China’s hypersonic DF-17 missile threatens regional stability, analyst warns
- With its glider technology and nuclear capability, the medium-range weapon will be able to penetrate US missile shields
China’s development of a hypersonic ballistic missile – capable of reaching well above the speed of sound and penetrating US missile shields – is a threat to stability in the region, a military analyst has warned.
A source from the state-owned China Aerospace Science and Industry Corporation (CASIC) said the DF-17 missile, currently in development, would be capable of hypersonic speeds and delivering a manoeuvrable re-entry vehicle which could shift targets in flight, making it less vulnerable to interception by other countries’ defence systems.
“And the DF-17 will be capable of delivering both nuclear and conventional payloads,” said the source, who declined to be named due to the sensitivity of the topic.
“There are now two institutions under CASIC that are competing to develop these advanced features,” the source added.
The US intelligence community has assessed that the DF-17 is expected to reach initial operational capability by 2020. In addition to China, the United States and Russia are also developing the hypersonic glider technology behind the Chinese DF-17.
Adam Ni, a military researcher at Macquarie University in Sydney, said the developments in the DF-17 enhanced China’s nuclear deterrence since it would be capable of penetrating existing US missile shields.
“But the race to develop hypersonic missiles such as DF-17 risks destabilising the region since hypersonic weapons reduce the time of decision-making before landing to just a few minutes, forcing leaders to make consequential decisions within a very short period of time,” Ni said.
The DF-17 is China’s first medium-range ballistic missile with a hypersonic glide vehicle (HGV). The HGV payload was designed specifically for the DF-17, and was also “the first HGV test in the world using a system intended to be fielded operationally”.
Traditional ballistic missiles fire their warheads into space and they are then carried on trajectories calculated to arrive at their targets. HGV technology allows a missile to fly much lower in its final stages of flight, better preventing detection by an adversary’s radars.
China conducted two tests of the DF-17 in November 2017, with the first one launched from the Jiuquan Space Launcher Centre in Inner Mongolia. It travelled around 1,400km (870 miles).

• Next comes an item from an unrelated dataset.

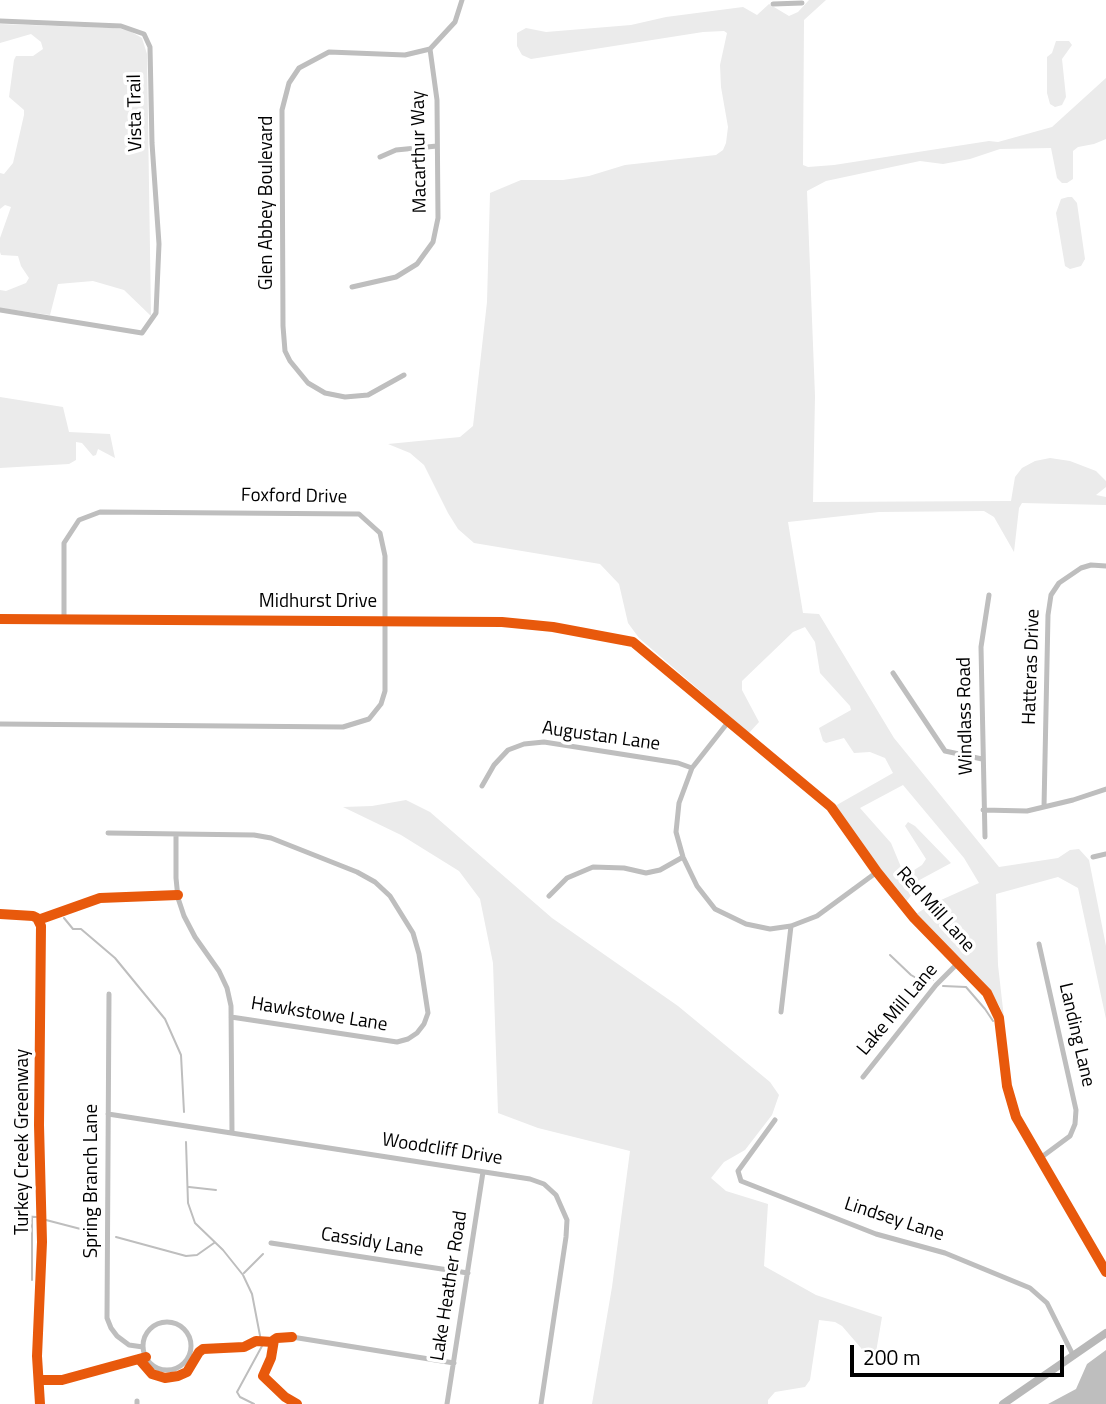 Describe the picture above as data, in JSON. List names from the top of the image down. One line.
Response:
{"streets":{"street":["Vista Trail","Macarthur Way","Glen Abbey Boulevard","Foxford Drive","Midhurst Drive","Hatteras Drive","Windlass Road","Augustan Lane","Red Mill Lane","Lake Mill Lane","Hawkstowe Lane","Landing Lane","Woodcliff Drive","Spring Branch Lane","Lindsey Lane","Cassidy Lane","Lake Heather Road"],"cycle path":["Turkey Creek Greenway"]},"crossings":[["Macarthur Way","Glen Abbey Boulevard"],["Foxford Drive","Midhurst Drive"],["Midhurst Drive","Red Mill Lane"],["Red Mill Lane","Lake Mill Lane"],["Red Mill Lane","Landing Lane"],["Woodcliff Drive","Spring Branch Lane"],["Woodcliff Drive","Lake Heather Road"],["Cassidy Lane","Lake Heather Road"]],"scale_bar":"200 m"}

The calculated flight time of the HGV in that test was estimated to be nearly 11 minutes at a depressed altitude of around 60km. Following completion of the ballistic and re-entry phases, the HGV successfully landed near Qiemo in Xinjiang Province, reportedly “within metres” of the intended target, according to the Centre for Strategic and International Studies, a US think tank.
In June, CASIC released an animated video showing a simulated animation of a boost-glide vehicle on its official account on social media platform Douyin.